4. Compile and Training the Model¶

model.compile(
    optimizer='adam',
    loss='categorical_crossentropy',
    metrics=['accuracy'],
)

history = model.fit(x_train, y_train, epochs=10, batch_size=64, validation_data=(x_test, y_test), )

Epoch 1/10
782/782 ━━━━━━━━━━━━━━━━━━━━ 10s 7ms/step - accuracy: 0.3820 - loss: 1.7106 - val_accuracy: 0.5632 - val_loss: 1.2533
Epoch 2/10
782/782 ━━━━━━━━━━━━━━━━━━━━ 4s 5ms/step - accuracy: 0.5817 - loss: 1.1892 - val_accuracy: 0.6254 - val_loss: 1.0929
Epoch 3/10
782/782 ━━━━━━━━━━━━━━━━━━━━ 3s 4ms/step - accuracy: 0.6421 - loss: 1.0342 - val_accuracy: 0.6310 - val_loss: 1.0580
Epoch 4/10
782/782 ━━━━━━━━━━━━━━━━━━━━ 5s 4ms/step - accuracy: 0.6757 - loss: 0.9403 - val_accuracy: 0.6653 - val_loss: 0.9575
Epoch 5/10
782/782 ━━━━━━━━━━━━━━━━━━━━ 5s 4ms/step - accuracy: 0.7016 - loss: 0.8715 - val_accuracy: 0.6787 - val_loss: 0.9492
Epoch 6/10
782/782 ━━━━━━━━━━━━━━━━━━━━ 3s 4ms/step - accuracy: 0.7199 - loss: 0.8115 - val_accuracy: 0.6936 - val_loss: 0.8958
Epoch 7/10
782/782 ━━━━━━━━━━━━━━━━━━━━ 3s 4ms/step - accuracy: 0.7385 - loss: 0.7540 - val_accuracy: 0.6931 - val_loss: 0.9070
Epoch 8/10
782/782 ━━━━━━━━━━━━━━━━━━━━ 5s 4ms/step - accuracy: 0.7550 - loss: 0.7088 - val_accuracy: 0.6888 - val_loss: 0.9137
Epoch 9/10
782/782 ━━━━━━━━━━━━━━━━━━━━ 3s 4ms/step - accuracy: 0.7671 - loss: 0.6708 - val_accuracy: 0.7036 - val_loss: 0.8936
Epoch 10/10
782/782 ━━━━━━━━━━━━━━━━━━━━ 6s 4ms/step - accuracy: 0.7799 - loss: 0.6332 - val_accuracy: 0.7029 - val_loss: 0.9034

plt.plot(history.history['accuracy'], label='train acc')
plt.plot(history.history['val_accuracy'], label='val acc')
plt.xlabel('Epoch')
plt.ylabel('Accuracy')
plt.legend()
plt.title('Training and Validation Accuracy')
plt.show()

CNN Training History

5. Evaluate the Model¶

test_loss, test_acc = model.evaluate(x_test, y_test)
print(f'Test accuracy: {test_acc:.4f}')

313/313 ━━━━━━━━━━━━━━━━━━━━ 1s 2ms/step - accuracy: 0.7010 - loss: 0.9037
Test accuracy: 0.7029

6. Sample Prediction¶

class_names = ['airplane', 'automobile', 'bird', 'cat', 'deer',
               'dog', 'frog', 'horse', 'ship', 'truck']

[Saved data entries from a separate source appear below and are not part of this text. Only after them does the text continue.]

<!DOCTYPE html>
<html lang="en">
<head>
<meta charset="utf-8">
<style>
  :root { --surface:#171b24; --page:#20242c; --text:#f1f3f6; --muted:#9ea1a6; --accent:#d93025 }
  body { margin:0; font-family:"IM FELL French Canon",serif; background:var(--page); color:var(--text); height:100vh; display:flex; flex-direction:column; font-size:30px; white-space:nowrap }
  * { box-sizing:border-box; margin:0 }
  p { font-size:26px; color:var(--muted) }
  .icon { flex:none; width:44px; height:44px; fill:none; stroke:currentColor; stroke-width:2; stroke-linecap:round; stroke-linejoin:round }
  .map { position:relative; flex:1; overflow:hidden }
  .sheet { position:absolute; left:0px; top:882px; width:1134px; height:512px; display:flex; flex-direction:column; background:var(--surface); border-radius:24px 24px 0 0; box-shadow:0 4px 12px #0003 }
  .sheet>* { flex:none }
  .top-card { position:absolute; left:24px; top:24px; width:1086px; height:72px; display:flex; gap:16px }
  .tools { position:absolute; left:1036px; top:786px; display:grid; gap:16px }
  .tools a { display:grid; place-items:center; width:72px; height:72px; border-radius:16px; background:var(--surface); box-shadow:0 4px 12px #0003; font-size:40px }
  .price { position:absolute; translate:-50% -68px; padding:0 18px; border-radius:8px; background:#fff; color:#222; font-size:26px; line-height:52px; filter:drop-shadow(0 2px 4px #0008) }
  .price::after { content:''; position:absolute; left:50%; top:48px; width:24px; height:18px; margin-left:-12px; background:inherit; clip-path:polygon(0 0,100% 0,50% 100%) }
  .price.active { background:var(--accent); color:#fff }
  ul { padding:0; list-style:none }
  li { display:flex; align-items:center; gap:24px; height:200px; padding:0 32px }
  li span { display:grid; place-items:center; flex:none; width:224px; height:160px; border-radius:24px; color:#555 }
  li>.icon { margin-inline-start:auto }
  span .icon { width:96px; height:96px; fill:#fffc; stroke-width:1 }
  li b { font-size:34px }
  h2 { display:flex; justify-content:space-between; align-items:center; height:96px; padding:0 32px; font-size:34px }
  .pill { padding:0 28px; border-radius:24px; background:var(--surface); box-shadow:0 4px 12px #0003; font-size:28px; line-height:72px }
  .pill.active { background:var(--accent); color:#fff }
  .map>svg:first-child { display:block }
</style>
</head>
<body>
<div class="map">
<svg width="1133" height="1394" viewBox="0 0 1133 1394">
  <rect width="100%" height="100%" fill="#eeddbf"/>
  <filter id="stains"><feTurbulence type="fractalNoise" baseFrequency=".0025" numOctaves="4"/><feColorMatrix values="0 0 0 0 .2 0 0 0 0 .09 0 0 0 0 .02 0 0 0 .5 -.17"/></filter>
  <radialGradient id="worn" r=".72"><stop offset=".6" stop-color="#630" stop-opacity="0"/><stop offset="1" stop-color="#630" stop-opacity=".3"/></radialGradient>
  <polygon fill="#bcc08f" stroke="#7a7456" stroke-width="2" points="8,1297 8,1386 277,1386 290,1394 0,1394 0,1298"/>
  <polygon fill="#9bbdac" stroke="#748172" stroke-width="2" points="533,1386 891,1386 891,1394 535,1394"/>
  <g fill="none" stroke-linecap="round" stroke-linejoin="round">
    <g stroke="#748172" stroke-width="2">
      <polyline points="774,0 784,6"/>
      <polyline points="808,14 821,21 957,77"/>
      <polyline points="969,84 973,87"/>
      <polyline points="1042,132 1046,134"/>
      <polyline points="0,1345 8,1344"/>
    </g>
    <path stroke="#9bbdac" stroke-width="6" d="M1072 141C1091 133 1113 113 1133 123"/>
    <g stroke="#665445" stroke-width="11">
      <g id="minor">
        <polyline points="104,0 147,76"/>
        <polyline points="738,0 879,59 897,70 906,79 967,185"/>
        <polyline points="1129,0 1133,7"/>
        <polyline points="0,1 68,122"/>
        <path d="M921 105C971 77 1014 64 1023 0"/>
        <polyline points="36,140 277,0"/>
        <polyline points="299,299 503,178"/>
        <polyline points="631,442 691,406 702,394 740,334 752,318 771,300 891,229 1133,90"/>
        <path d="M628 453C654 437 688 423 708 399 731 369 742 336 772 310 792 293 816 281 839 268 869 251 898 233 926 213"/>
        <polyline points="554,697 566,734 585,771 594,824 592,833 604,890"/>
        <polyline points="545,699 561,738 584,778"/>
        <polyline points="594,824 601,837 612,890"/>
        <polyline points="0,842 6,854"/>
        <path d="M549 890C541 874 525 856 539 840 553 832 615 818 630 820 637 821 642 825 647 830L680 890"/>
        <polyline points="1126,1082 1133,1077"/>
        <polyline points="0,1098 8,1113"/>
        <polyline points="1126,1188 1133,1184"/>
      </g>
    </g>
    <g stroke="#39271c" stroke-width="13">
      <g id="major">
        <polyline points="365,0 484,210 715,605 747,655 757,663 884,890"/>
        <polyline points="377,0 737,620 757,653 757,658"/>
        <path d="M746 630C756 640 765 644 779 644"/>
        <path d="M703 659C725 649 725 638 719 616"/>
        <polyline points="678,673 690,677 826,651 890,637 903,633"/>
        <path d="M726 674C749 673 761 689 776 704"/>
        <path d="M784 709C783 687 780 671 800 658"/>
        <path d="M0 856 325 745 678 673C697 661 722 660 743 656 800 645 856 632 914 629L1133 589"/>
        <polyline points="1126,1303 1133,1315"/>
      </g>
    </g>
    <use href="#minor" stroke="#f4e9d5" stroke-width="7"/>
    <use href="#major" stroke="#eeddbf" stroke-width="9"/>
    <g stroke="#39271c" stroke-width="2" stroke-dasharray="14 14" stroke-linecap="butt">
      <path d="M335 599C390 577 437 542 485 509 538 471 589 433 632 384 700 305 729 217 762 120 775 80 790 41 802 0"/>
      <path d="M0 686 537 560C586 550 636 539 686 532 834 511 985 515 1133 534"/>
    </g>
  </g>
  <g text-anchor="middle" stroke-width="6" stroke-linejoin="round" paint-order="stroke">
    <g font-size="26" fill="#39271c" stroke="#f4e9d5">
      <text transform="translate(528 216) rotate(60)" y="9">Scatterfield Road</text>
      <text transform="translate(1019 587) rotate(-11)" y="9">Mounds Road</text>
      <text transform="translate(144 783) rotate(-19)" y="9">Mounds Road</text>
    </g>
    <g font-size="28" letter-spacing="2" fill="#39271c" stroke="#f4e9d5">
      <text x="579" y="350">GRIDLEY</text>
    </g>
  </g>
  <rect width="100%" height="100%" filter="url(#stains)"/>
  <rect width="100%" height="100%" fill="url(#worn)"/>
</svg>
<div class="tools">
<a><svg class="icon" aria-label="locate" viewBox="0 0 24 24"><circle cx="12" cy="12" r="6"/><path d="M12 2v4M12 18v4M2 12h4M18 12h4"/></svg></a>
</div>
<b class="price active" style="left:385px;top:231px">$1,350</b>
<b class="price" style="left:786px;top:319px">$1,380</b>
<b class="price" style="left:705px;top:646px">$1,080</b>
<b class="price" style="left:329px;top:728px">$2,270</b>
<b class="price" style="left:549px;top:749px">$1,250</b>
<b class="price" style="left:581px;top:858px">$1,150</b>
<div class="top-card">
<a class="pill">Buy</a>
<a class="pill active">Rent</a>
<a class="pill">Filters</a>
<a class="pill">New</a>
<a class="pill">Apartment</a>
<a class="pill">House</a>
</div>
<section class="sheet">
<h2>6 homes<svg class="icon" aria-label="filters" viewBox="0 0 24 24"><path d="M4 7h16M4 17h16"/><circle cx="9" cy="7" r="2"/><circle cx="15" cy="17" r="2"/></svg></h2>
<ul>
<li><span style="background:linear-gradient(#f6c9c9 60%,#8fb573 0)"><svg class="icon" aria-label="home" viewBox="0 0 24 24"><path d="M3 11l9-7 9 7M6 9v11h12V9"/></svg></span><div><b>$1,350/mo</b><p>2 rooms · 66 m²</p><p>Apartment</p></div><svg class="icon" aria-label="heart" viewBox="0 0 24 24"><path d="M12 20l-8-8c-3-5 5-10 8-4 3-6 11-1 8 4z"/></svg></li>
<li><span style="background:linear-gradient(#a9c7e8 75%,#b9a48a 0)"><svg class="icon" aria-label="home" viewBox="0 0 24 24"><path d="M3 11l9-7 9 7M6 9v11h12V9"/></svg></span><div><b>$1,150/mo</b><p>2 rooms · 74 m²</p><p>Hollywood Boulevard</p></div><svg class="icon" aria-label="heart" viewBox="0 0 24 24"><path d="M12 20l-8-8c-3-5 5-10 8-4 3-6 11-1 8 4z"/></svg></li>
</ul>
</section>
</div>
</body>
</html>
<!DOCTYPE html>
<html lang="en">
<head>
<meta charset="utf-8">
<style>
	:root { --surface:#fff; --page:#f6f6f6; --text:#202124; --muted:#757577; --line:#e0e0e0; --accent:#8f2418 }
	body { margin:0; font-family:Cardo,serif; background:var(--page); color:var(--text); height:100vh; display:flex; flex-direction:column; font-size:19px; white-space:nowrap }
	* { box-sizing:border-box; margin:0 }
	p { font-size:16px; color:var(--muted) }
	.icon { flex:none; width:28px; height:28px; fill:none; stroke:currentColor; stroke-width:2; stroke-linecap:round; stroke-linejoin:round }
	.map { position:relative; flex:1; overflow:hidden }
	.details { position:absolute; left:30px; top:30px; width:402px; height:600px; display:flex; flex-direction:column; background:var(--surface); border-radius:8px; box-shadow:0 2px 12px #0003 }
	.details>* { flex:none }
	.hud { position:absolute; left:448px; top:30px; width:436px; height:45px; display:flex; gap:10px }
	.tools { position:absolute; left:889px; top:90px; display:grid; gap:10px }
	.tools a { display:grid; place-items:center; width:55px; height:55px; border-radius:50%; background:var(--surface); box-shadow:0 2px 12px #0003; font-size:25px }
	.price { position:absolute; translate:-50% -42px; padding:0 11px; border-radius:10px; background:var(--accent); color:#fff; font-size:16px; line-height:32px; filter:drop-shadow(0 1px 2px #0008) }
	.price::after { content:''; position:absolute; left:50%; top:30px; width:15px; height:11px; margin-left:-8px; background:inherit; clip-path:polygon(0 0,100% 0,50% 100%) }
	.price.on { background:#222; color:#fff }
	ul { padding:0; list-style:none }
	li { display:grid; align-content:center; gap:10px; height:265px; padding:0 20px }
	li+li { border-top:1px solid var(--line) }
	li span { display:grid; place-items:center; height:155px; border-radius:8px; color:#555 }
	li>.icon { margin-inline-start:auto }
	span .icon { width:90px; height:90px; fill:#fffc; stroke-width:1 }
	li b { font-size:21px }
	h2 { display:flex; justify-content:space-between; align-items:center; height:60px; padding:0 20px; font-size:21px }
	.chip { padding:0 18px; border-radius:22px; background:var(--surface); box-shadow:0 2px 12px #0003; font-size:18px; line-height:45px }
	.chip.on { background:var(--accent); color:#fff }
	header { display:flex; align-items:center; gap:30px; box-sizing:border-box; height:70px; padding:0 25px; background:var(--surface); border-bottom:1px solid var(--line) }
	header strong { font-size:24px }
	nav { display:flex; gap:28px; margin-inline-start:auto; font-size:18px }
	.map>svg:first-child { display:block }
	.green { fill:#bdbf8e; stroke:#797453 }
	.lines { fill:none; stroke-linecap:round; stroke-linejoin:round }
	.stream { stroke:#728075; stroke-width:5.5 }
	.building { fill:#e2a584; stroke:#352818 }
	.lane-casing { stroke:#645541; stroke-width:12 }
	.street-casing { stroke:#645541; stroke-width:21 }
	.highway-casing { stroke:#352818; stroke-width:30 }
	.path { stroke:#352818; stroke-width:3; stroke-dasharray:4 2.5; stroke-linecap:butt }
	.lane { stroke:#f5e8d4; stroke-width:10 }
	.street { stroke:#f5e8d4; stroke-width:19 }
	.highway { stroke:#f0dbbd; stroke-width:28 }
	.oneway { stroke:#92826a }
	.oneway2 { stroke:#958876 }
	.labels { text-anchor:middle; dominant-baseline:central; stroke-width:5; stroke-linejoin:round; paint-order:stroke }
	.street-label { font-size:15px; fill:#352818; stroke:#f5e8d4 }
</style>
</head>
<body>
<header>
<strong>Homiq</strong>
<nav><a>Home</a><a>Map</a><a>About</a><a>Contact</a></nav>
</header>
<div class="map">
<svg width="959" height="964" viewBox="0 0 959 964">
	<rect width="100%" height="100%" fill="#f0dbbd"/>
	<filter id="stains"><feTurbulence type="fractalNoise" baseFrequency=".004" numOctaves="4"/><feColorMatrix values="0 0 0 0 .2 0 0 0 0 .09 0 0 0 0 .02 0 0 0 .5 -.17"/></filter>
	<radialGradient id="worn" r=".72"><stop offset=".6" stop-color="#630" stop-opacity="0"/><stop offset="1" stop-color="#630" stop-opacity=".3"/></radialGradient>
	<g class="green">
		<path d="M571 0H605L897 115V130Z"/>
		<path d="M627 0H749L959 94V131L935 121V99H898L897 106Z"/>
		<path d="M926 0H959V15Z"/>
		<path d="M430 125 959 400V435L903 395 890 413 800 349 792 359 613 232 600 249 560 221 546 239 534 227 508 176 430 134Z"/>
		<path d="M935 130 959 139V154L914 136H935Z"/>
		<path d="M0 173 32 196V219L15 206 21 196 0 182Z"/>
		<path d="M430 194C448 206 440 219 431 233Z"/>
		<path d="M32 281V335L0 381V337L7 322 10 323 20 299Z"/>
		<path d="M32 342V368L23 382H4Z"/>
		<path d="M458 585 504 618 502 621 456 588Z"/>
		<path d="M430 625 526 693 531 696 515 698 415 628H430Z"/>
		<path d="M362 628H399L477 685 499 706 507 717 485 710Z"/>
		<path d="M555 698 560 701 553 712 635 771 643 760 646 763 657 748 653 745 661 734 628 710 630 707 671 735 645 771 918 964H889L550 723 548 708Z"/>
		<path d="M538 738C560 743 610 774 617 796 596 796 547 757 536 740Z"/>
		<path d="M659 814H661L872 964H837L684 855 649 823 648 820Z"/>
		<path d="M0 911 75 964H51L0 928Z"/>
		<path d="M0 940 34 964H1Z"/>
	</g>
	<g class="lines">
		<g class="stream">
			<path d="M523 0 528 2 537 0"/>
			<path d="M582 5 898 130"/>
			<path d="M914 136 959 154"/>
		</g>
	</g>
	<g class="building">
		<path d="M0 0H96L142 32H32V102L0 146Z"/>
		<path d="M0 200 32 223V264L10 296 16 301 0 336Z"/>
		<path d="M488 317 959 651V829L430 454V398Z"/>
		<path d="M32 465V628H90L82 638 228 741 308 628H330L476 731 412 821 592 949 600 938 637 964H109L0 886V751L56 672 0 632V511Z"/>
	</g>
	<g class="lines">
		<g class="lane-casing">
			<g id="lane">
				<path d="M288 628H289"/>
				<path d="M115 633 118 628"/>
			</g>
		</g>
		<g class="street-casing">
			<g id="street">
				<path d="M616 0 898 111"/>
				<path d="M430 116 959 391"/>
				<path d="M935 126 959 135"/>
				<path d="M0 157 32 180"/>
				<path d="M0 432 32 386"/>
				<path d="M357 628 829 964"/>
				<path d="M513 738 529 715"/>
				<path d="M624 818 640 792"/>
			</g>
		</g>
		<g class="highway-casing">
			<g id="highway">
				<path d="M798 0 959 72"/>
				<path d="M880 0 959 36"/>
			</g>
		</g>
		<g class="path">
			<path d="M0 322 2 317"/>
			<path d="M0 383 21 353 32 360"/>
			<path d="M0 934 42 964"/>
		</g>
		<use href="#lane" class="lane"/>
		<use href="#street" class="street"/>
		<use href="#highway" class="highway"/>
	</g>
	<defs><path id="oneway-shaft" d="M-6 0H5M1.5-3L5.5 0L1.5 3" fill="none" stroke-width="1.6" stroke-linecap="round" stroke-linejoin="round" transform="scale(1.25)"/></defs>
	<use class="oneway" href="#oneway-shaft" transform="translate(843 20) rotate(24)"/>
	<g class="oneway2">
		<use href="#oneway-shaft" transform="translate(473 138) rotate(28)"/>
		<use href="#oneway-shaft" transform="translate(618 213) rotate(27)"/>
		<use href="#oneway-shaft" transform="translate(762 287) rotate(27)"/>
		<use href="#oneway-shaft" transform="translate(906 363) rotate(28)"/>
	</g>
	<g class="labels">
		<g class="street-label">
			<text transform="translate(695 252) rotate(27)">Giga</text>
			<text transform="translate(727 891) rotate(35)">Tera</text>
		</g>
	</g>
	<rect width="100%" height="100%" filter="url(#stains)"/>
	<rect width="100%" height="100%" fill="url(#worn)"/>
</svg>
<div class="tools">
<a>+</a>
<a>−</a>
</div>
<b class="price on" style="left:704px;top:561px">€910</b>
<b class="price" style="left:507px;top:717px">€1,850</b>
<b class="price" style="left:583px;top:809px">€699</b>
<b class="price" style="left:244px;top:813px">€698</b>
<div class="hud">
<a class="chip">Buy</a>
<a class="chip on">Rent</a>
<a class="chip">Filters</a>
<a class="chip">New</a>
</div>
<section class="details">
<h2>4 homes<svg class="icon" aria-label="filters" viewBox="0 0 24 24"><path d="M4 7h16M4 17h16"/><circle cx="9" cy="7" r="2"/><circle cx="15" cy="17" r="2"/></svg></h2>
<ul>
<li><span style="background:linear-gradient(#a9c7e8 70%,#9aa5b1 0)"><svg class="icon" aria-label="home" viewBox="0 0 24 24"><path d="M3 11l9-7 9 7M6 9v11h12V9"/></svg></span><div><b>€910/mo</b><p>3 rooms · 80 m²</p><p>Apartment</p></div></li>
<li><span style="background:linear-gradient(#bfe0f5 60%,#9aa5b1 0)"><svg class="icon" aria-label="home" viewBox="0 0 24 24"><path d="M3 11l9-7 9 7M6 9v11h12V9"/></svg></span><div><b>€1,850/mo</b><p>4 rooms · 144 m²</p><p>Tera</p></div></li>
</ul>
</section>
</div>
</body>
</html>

index = np.random.randint(len(x_test))
sample_image = x_test[index]
true_label = np.argmax(y_test[index])

prediction = model.predict(np.expand_dims(sample_image, axis=0))
predicted_label = np.argmax(prediction)

1/1 ━━━━━━━━━━━━━━━━━━━━ 0s 29ms/step

plt.imshow(sample_image)
plt.title(f"Actual: {class_names[true_label]} | Predicted: {class_names[predicted_label]}")
plt.axis('off')
plt.show()

CNN Sample Prediction

Conclusion¶

We explored what Convolutional Neural Networks (CNNs) are and how to implement a simple one using TensorFlow and Keras. While this model is simple, it's a strong foundation for understanding how more advanced architectures work. CNNs are powerful tools for working with image data because they can automatically learn meaningful patterns and hierarchies from raw pixels.